Margaret Albury has been sharing her beautiful voice with the Cessnock community for the best part of 30 years.
She has performed at and coordinated the musical programs for countless events around the city, and has never accepted a cent.
Mrs Albury’s generosity has been rewarded today with an Order of Australia Medal (OAM) on this year’s Queen’s Birthday honours list, recognising her service to the Cessnock community.
Mrs Albury said she was stunned to find out she would be receiving the honour.
“I’m excited, humbled and grateful to the people who nominated me,” she said.

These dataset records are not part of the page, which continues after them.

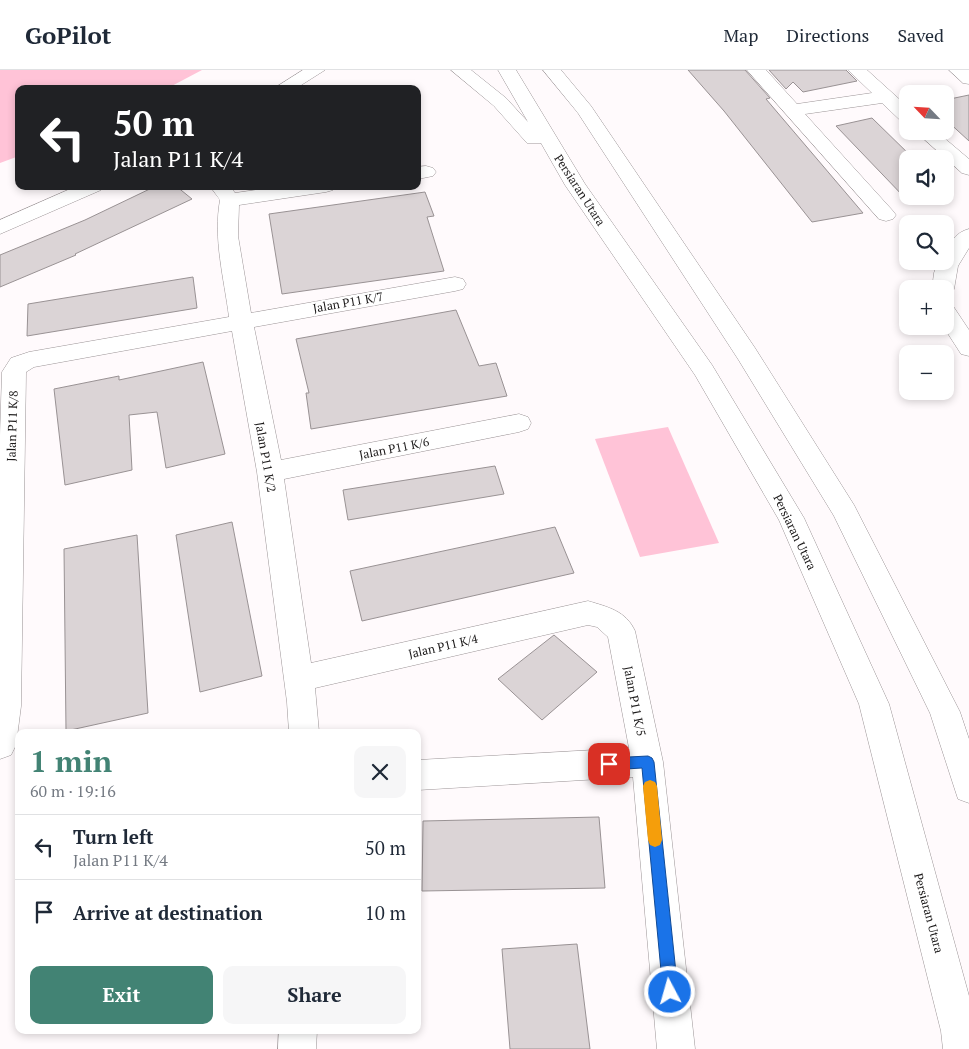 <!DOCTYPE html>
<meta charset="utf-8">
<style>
:root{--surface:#fff;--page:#f6f6f7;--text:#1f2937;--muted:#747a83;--line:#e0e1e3;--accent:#428374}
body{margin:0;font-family:"PT Serif",serif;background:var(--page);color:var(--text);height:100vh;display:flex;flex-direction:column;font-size:19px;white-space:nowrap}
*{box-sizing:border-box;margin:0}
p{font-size:16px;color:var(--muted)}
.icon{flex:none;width:28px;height:28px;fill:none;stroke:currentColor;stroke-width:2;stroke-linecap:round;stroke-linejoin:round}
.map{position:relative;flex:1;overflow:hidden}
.sheet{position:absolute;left:15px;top:659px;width:406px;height:305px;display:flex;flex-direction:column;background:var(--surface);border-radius:10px;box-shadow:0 2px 8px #0003}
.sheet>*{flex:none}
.top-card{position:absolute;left:15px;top:15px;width:406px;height:105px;border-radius:10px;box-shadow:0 2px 8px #0003;background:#202124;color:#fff;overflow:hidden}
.needle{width:32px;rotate:295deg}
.tools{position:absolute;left:899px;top:15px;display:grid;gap:10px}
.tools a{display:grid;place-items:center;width:55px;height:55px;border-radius:10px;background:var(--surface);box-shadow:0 2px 8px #0003;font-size:25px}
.pin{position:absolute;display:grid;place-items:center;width:42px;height:42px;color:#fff;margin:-21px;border-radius:10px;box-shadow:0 2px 8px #0006}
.me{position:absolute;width:55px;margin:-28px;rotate:354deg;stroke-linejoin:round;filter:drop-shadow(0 0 4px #0008)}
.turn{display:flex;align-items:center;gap:18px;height:105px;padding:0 15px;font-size:22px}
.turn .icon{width:65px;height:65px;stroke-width:2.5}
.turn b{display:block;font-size:35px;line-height:42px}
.round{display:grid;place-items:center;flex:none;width:52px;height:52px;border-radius:10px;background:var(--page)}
.headline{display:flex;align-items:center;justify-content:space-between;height:85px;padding:0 15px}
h1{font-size:30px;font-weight:800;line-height:38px;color:var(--accent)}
.action{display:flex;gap:10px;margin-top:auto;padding:10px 15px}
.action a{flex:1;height:58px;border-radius:10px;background:var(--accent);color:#fff;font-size:20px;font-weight:800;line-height:58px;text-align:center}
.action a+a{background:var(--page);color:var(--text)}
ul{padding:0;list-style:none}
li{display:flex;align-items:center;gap:15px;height:65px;padding:0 15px;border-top:1px solid var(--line)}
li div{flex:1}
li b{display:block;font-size:19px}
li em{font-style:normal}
header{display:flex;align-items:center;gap:30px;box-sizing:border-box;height:70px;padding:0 25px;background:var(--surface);border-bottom:1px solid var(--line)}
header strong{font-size:24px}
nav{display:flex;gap:28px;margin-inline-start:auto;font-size:18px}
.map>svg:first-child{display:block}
</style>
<header>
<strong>GoPilot</strong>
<nav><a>Map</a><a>Directions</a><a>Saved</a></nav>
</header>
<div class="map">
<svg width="969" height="979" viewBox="0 0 969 979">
<rect width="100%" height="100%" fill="#fffafc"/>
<!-- green -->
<g fill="#ffc3d7">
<path d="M0,0H202L166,19H19V86L0,93Z"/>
<path d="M668,357L719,473L640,487L595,369Z"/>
</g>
<!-- building -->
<g fill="#dbd4d6" stroke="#999294">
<path d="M688,0H745L770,28L766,29L863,143L812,152L724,41Z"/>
<path d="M769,0H846L857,11L803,22L793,12L786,19Z"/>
<path d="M969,25V71L945,49V30Z"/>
<path d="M872,48L914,89H908V126H916L906,129L836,56Z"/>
<path d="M156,116H176L192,129L75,184L76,185L0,217V185L85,150Z"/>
<path d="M425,122L434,146L427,147L444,201L282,224L269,144Z"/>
<path d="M193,207L197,238L27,266L28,234Z"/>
<path d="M456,240L479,296L496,293L507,326L311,359L306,323H309L296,269Z"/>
<path d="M203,292L225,384L166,398L157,342L129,345L132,400L65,415L54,319L119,306V310Z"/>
<path d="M495,396L504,424L348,450L343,420Z"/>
<path d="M232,452L262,606L200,622L176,465Z"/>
<path d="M555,457L574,503L362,551L350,501Z"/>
<path d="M137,465L148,643L66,661L64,479Z"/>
<path d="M554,565L597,602L542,650L498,609Z"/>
<path d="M599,747L605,818L422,821L423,751Z"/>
<path d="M577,874L590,979H510L502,879Z"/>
</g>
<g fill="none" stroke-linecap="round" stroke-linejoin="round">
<!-- minor casing -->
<g stroke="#9b9496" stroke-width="1">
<g id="minor">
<path d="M303,0H325L295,19H273Z"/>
<path d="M747,0H766L797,34L872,23L848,0H867L908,37V52L901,51L882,33L805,44L893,141L896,145L893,149L886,151L879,149Z"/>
<path d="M949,0H969V14L963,13Z"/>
<path d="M915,61H936L969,89V105L962,103Z"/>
<path d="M426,96L433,98L436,102L433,106L418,109V97Z"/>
<path d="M77,116H104L101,120L0,164V150Z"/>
<path d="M210,116H230L235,123L283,116H336L333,120L326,122L239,135L238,166L251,243L455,207L463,209L466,214L463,219L455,221L254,257L281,390L519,344L528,347L531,353L528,359L519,362L284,409L311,593L588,531C608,537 626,541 635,561L663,692L695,979H657L633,707L418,720V690L629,678L608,567L597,557L588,555L315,618L319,662H289L287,632L257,402L232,261L34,297L26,302L21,636L16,675L11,685L0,689V365L2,302L11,288L29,282L229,247C224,208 213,169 220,130Z"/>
<path d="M279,960H317L316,979H278Z"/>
</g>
</g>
<!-- tertiary casing -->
<g stroke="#9b9496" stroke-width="1">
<g id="tertiary">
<path d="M969,159V178L958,196L954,219L951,224L945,225V219H932L934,203L938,191H945C945,177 955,162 969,159Z"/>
<path d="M945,234L953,236L969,260V286L961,284L943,256Z"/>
</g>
</g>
<!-- primary casing -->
<g stroke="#9b9496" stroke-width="1">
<g id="primary">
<path d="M451,0H471L506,28L528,52L498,0H516L585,114L712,295L804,448L889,634L969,926V979H943L941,961L859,634L779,450L695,305L565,115L541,73H527L494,36Z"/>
<path d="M543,0H561L591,36L755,278L854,435L960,642L969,669V733L958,729L930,643L834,446L738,289L578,43Z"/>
</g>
</g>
<!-- minor -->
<use href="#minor" fill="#fff" fill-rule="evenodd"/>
<!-- tertiary -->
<use href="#tertiary" fill="#fff" fill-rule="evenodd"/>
<!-- primary -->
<use href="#primary" fill="#fff" fill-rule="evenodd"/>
</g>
<!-- route -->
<path fill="#1a73e8" stroke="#114b97" d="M648,686L652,688L654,692L678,922L675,927L670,929L665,927L663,922L642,698L609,700L604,698L603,694L604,690L609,688Z"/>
<!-- slow -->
<path fill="#f59e0b" d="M650,710L655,712L657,716L662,770L660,775L655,777L650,775L648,770L643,716L645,712Z"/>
<g text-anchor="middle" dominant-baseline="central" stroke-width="4" stroke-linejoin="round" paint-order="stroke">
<!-- street labels -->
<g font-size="12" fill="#1c1a1a" stroke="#fff">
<text transform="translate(580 120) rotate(57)">Persiaran Utara</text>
<text transform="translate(348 232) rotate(-10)">Jalan P11 K/7</text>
<text transform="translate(12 356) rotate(-88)">Jalan P11 K/8</text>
<text transform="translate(394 378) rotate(-11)">Jalan P11 K/6</text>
<text transform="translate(266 387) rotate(80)">Jalan P11 K/2</text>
<text transform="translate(795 462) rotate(64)">Persiaran Utara</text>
<text transform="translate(443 576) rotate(-13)">Jalan P11 K/4</text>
<text transform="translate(635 631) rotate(79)">Jalan P11 K/5</text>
<text transform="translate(929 843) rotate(75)">Persiaran Utara</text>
</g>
</g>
</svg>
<div class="tools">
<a><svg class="needle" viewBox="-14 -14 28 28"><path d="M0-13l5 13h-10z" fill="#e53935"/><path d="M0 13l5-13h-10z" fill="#747a83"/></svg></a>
<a><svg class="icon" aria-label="sound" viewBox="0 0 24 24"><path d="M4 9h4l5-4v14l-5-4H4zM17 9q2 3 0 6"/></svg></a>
<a><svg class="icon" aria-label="search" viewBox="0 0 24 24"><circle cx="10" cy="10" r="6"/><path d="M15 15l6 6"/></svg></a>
<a>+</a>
<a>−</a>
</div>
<div class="pin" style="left:609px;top:694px;background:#d93025"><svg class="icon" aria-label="arrive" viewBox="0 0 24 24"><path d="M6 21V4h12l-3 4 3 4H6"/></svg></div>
<svg class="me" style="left:670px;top:922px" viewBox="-20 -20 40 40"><circle r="17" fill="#1a73e8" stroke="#fff" stroke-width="3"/><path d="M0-11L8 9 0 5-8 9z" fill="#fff"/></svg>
<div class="top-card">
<div class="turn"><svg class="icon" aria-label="left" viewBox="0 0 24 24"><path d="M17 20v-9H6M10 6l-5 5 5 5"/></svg><div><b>50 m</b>Jalan P11 K/4</div></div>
</div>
<section class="sheet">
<div class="headline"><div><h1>1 min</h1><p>60 m · 19:16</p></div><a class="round"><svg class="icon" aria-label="close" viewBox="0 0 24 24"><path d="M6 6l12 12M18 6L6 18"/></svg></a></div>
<ul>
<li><svg class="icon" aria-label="left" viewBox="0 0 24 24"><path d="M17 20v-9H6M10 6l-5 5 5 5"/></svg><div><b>Turn left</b><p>Jalan P11 K/4</p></div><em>50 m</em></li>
<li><svg class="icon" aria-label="arrive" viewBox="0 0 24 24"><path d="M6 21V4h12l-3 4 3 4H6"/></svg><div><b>Arrive at destination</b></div><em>10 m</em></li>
</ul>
<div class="action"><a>Exit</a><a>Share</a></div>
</section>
</div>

Born in Cooma, Mrs Albury and her husband John moved to Cessnock in 1988, when Mr Albury was appointed as patrol commander at Cessnock Police Station.
Mrs Albury had been heavily involved in musical theatre in Bathurst for the decade before that, holding principal roles in 17 productions and becoming a life member of the Bathurst Players.

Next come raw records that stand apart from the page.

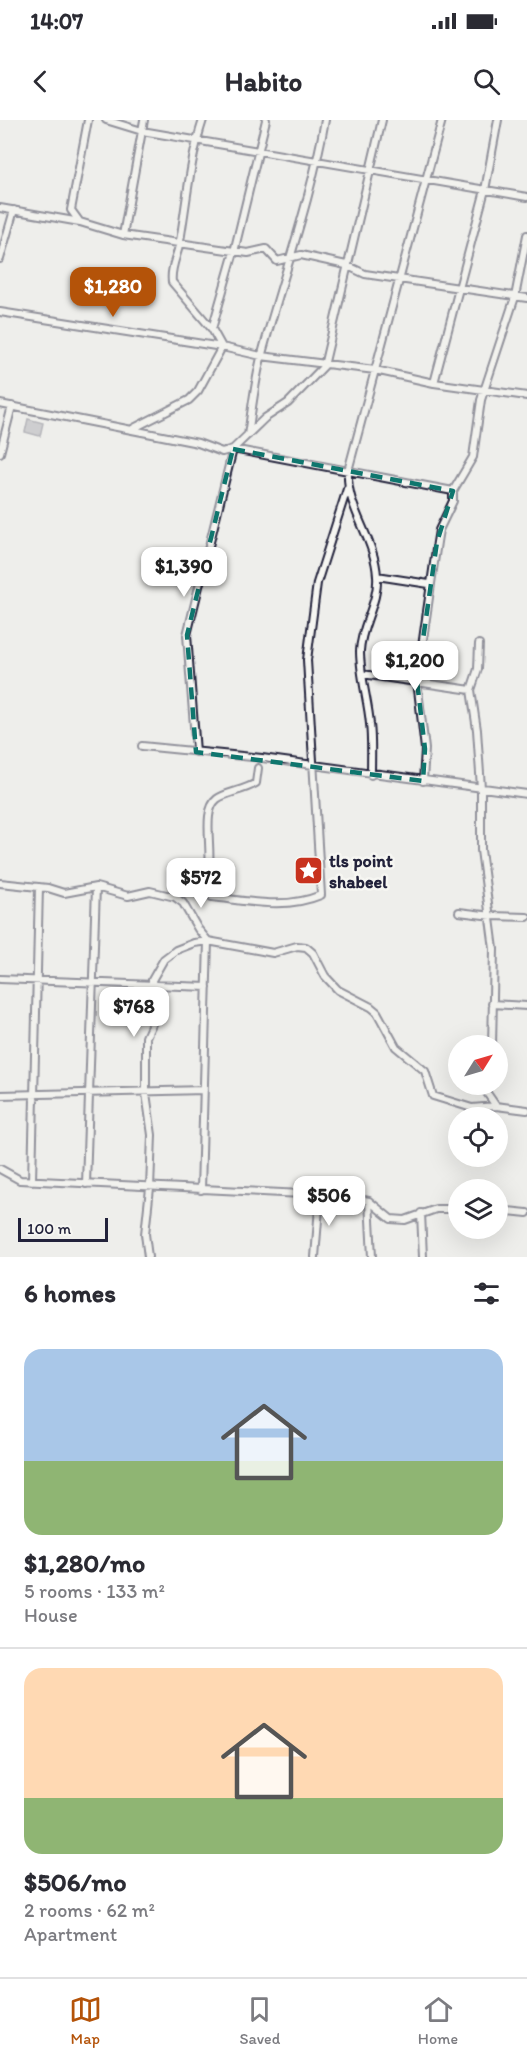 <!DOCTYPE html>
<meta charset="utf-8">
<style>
body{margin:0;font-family:Itim,sans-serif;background:#f7f7f7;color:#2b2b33;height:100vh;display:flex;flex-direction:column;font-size:22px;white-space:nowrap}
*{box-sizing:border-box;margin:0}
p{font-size:20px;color:#7c7c81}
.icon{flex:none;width:33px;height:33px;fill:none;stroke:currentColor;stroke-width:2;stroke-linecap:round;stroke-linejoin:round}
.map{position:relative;height:1137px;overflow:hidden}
.drawer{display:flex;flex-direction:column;background:#fff;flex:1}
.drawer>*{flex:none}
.needle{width:39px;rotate:53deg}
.tools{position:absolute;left:448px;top:915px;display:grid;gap:12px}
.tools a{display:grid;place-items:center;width:60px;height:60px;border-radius:50%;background:#fff;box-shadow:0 6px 24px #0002;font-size:30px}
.scale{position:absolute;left:18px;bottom:15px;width:90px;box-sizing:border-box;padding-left:6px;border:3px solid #22223b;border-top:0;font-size:16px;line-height:21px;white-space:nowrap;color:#22223b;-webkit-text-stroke:4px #f6f6f2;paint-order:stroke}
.price{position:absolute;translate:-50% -51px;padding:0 14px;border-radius:12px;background:#fff;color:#222;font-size:20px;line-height:39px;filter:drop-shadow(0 2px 3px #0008)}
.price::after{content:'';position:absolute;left:50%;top:36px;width:18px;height:14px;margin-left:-9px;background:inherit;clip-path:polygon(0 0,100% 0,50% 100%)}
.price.selected{background:#b45309;color:#fff}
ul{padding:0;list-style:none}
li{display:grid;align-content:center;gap:12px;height:318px;padding:0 24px}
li+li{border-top:2px solid #e1e1e2}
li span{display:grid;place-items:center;height:186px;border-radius:18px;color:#555}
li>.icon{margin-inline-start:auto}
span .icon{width:108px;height:108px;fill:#fffc;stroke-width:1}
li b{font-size:26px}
h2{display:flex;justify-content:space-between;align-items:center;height:72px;padding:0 24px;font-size:26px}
.status{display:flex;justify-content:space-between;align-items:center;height:42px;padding:0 30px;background:#fff;direction:ltr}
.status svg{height:16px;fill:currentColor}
header{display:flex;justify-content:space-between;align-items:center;height:78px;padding:0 24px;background:#fff;font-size:27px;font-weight:700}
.dock{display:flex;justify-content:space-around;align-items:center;height:84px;border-top:2px solid #e1e1e2;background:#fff;font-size:16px;color:#7c7c81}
.dock a{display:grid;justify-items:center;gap:3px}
.dock .selected{color:#b45309}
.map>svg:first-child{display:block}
</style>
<div class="status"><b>14:07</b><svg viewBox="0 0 49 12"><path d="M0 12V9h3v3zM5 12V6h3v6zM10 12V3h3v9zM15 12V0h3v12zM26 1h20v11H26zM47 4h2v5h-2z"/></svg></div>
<header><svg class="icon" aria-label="back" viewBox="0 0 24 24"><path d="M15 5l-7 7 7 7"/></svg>Habito<svg class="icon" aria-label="search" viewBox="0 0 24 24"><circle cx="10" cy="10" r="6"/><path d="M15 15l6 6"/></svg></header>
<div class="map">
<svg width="527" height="1137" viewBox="0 0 527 1137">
<rect width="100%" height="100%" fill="#eeeeeb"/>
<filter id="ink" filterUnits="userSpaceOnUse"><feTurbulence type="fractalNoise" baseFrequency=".0167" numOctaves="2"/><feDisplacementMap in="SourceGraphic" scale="12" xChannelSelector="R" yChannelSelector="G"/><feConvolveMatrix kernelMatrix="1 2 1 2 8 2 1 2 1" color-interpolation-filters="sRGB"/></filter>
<g filter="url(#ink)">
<path fill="#a7a7af" stroke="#727281" stroke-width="1.5" d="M28,299L43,303L40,316L25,312Z"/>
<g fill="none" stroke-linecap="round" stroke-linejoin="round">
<defs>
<path id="minor" d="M106,0L142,11L527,77
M203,0C190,39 187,80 180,121C178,135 170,147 172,162L212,209L222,227L261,236L375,250L434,263L527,276
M0,88L80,102L123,115L248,133L266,129L277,141L301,135L346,145L365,154L527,178
M79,101L71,90L88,0
M123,115L144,0
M0,139L14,90
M0,192L222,227L198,271L189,280L134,308
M212,209L234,132L266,0
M434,263L485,70L498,0
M0,284L198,323L222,332L233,329L265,298L288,283L324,246L382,0
M248,315C252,289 255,260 262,234C283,156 311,80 325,0
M0,333L12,286
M377,456L429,464
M479,524L478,549L471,570L477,610L481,668V730L494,829L492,926
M362,554L471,570
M142,626L262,638L527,674
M196,632L187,515L233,329L453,371
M371,655C371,638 372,621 370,604C368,580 360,556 360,531C361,505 379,482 377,456C375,418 346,389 348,351L442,0
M423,661L425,629L417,561L437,422L439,410L453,381V371L473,337L481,280L515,177L527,115
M0,763L48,768L64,773L96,767L128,776L150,771L175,777L183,783L198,809L208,821L201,1070
M175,777L192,764L205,762C217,739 199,693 217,679C226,672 243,671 256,663L258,648
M212,777C249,781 285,790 321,775L307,540L317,463L347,369
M459,792L492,796L527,797
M0,859L207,867
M492,884L527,886
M487,964V973L496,986L527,990
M0,975L204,970
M0,1049L20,1060L342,1076L369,1081L391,1099L405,1100L436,1089H459
M32,1061L39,767
M86,1064L96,767
M369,1081L372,1137
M498,1090L527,1093
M421,1093L423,1137
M148,1137L145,1114L150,1068L152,1015L146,973V917L157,893L152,860L164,839L176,830L194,823L208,821L273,833L297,826L306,827L313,833L325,856L338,870L371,887L377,892L396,927L425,951L433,976L472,988L496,986
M315,1137L320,1075"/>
</defs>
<use href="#minor" stroke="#22223b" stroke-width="10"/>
<use href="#minor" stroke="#f6f6f2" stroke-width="6"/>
</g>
</g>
<path d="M0 0H527V1137H0ZM233,329L453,371L437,422L417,561L425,629L423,661L196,632L187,515Z" fill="#eeeeeb" fill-opacity=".55" fill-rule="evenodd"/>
<path fill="none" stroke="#0f766e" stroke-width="4.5" stroke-dasharray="12 8" stroke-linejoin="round" d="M233,329L453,371L437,422L417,561L425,629L423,661L196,632L187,515Z"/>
<defs>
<symbol id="sight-square" viewBox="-11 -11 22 22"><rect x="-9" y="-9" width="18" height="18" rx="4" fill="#c8321e" stroke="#f6f6f2"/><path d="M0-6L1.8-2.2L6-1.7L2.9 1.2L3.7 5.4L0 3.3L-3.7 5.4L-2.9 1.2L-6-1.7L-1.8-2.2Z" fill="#fff"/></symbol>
</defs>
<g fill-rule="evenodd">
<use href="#sight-square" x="292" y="734" width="33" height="33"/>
</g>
<g text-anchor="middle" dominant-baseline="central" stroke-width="5" stroke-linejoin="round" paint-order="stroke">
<g font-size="18" font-weight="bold" fill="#22223b" stroke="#f6f6f2" text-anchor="start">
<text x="329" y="741">tls point<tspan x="329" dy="21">shabeel</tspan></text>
</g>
</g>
</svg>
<div class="tools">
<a><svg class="needle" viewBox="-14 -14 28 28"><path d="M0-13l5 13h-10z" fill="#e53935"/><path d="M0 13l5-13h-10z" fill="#7c7c81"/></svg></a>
<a><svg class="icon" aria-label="locate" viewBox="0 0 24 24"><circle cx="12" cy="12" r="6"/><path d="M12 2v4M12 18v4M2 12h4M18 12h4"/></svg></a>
<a><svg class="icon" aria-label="layers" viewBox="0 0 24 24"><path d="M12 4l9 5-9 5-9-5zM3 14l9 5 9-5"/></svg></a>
</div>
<div class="scale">100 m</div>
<b class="price selected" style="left:113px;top:198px">$1,280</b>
<b class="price" style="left:184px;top:478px">$1,390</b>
<b class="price" style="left:415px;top:572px">$1,200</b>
<b class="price" style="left:201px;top:789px">$572</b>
<b class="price" style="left:134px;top:918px">$768</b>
<b class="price" style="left:329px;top:1107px">$506</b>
</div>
<section class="drawer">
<h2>6 homes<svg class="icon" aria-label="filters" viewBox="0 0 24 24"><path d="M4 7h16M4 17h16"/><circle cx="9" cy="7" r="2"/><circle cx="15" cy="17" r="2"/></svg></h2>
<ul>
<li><span style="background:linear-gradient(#a9c7e8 60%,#8fb573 0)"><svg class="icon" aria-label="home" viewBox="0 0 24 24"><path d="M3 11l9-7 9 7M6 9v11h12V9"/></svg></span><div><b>$1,280/mo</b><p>5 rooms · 133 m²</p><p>House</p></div></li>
<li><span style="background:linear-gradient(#ffd9b3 70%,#8fb573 0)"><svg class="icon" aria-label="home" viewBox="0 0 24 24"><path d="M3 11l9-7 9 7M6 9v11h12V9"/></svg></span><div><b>$506/mo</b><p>2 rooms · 62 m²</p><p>Apartment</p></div></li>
</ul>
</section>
<nav class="dock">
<a class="selected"><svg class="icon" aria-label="map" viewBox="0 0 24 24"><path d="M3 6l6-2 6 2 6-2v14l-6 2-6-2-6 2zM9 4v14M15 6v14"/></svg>Map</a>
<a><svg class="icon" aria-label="saved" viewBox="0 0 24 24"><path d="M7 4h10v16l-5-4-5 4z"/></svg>Saved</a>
<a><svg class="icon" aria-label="home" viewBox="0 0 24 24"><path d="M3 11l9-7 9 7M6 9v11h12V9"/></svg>Home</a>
</nav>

As word spread around Cessnock that she was a singer, the invitations to perform at community and charity events started to flow in – and Mrs Albury was happy to accept.
“When you’ve been given a gift, you should share it,” she said.
Mrs Albury led the singing for Cessnock’s Anzac Day and Remembrance Day ceremonies from 1990 to 2005.
Her involvement with the Cessnock, Weston and Kurri Kurri Retired Mineworkers Associations and Cessnock Wine Country Rotary Club led to honorary membership with those organisations.
She joined the Cessnock Cantata Choir in 1992 and held “every role but president”, including 12 years as treasurer and 20 as publicity officer, until the choir wound up in 2014.
She also spent three years with Maitland Gilbert and Sullivan Society, directing two productions and co-producing another.
When the late John Clarence was mayor of Cessnock, he asked Mrs Albury to be council’s honorary musical director, a role she held for eight years.
She organised the musical program for council events including Carols in the Park, Australia Day, Christmas in July, naturalisation ceremonies and senior citizen of the year awards from 2001 to 2009.
“It gave me the opportunity to do something I really enjoyed, and as a result of that I met many lovely young talented people,” she said.
“It was such a pleasure to work with them.”
She also met many outstanding local young women as a judge of the Miss Cessnock City quest for 24 years.
She received the Marthaville Arts and Cultural Award in 2002, and was recognised by Cessnock City Council with an appreciation award in 1999 and as Cessnock’s citizen of the year in 2007.
Mrs Albury’s latest honour continues a proud tradition in her family.
Her husband John received the the Australian Police Medal on the Queen’s Birthday in 1995; and her father Tom Smedley received the British Empire Medal (BEM) for his service to the Snowy Mountains Scheme on the New Year’s Day honours list in 1964.